10 hrs. Lots of co2 and no algae. Just lots of pearling


----------



## pantherspawn (Dec 21, 2011)

7 hours, no co2 low/med light, ferts. 

Sent from my SGH-T889 using Tapatalk


----------



## Raymond S. (Dec 29, 2012)

Two ten g tanks..one/w two T8 bulbs @ 7.5 hrs/no Excel light ferts.
One/w two T5 bulbs @ 9.25 hrs with Excel/fairly light ferts
Cultivated algae in both...would you like that only on the rocks or both the wood and rocks ?


----------



## OVT (Nov 29, 2011)

10 hours on non-co2 tanks (5)
12 hours on co2 tanks (2)
10 hours on < 2g vases (3)

v3


----------



## Rush3737 (Jan 15, 2013)

Good thread, been struggling what to do with mine. 
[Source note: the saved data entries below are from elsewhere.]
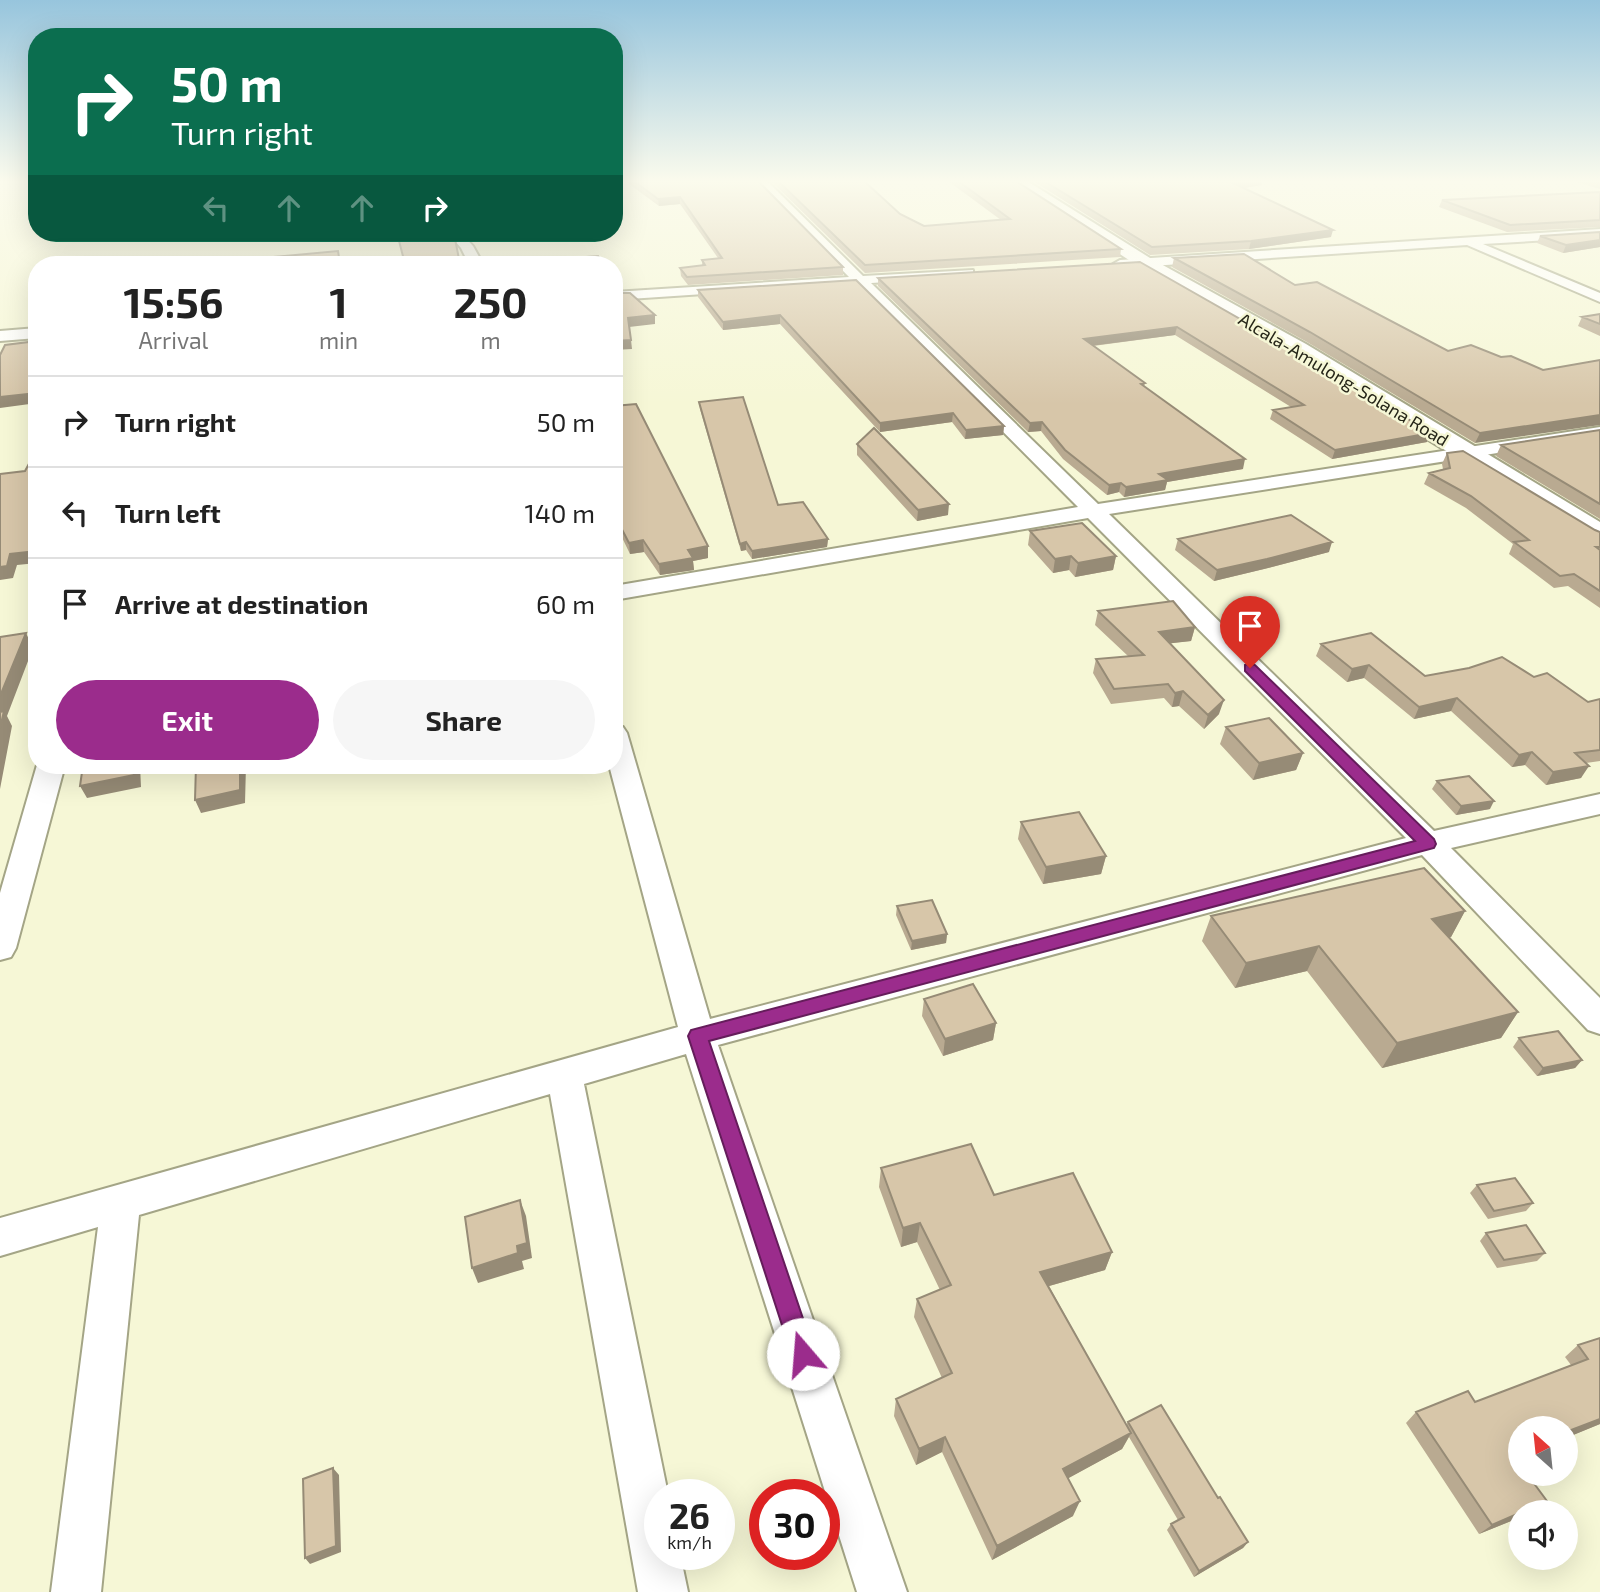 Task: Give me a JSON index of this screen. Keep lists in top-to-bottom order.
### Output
{
  "streets": {
    "main road": ["Alcala-Amulong-Solana Road"]
  },
  "north": "top left",
  "page": {
    "turn": ["50 m", "Turn right"],
    "eta": [
      "15:56",
      "Arrival",
      "1",
      "min",
      "250",
      "m"
    ],
    "list": [
      {
        "name": "Turn right",
        "value": "50 m"
      },
      {
        "name": "Turn left",
        "value": "140 m"
      },
      {
        "name": "Arrive at destination",
        "value": "60 m"
      }
    ],
    "buttons": ["Exit", "Share"],
    "speed": "26 km/h",
    "limit": "30"
  }
} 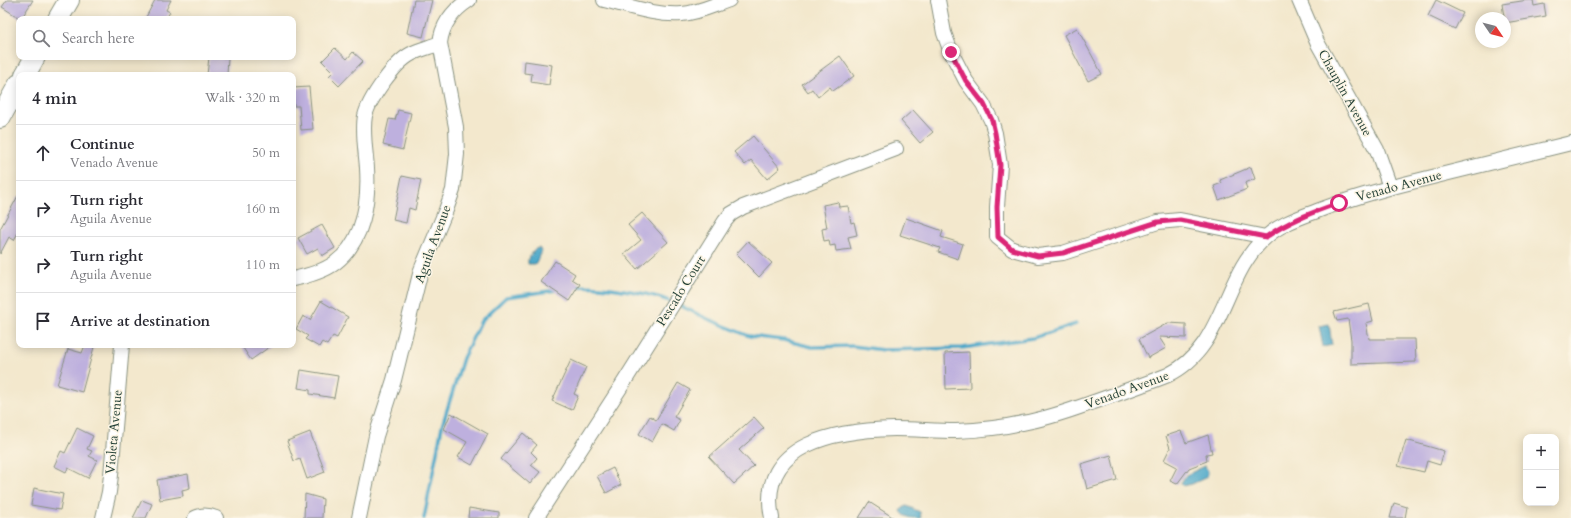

I run 9 hours with good CO2, 9-6. Problem for me is I get home at 4:30. I don't want to start the lights any later because some sunlight seeps in the room during the day and I don't want that to create extra algae. I don't want to cut down the photo-period because I only have an hour and a half to enjoy the tank. I don't want to increase it more to enjoy it because I'm again worried about algae. 

Any recommendations?


----------



## OVT (Nov 29, 2011)

Seems to me that sunlight will seep through regardless of when your photo period starts or ends and you have to account for it regardless. I run all my tanks on timers, from either noon or 2pm till midnight. Most people have the free time in the evenings anyways.

v3


----------



## shift (Jan 7, 2013)

I just adjusted mine to start later as well. Mind as well have more night time enjoyment!


----------



## Rush3737 (Jan 15, 2013)

OVT said:


> Seems to me that sunlight will seep through regardless of when your photo period starts or ends and you have to account for it regardless. I run all my tanks on timers, from either noon or 2pm till midnight. Most people have the free time in the evenings anyways.
> 
> v3


Do you think it would be reasonable to cut the photoperiod to only 8 hours, say from noon till 8pm, even if that increases the time there is (significant, my blinds are horrible) from 7-noon as opposed to just 7-9? Because I would *love* to do that, just always figured that would be bad for the tank.


----------



## kman (Dec 11, 2013)

I run mine from 4pm to midnight. 8 hrs, on a timer, centered around when I'm around to enjoy the tank. So far so good! Medium light, some co2.


----------



## OVT (Nov 29, 2011)

Ok. Lets try this from another angle: you have sunshine from 7am to noon. Lets ignore seasons. Your tank gets that sunshine. Period. If you do not move the tank or get better blinds or cover the tank with a blanket, it gets the sunshine. Assume you go all green  and never turn on your aquarium lights. If you want a healthy tank (good plant growth. no algae, etc), the plants need proportional supply of food / building material to keep up with the amount of energy (sunlight) they receive. So, that's your step number one. If your tap water + fish waste + leftover fish food + decaying plant matter + gas exchange provide more food then the plants can absorb (normally unlikely) you probably want to lower it. How? More water changes, RO, feed less, add more plants, etc etc.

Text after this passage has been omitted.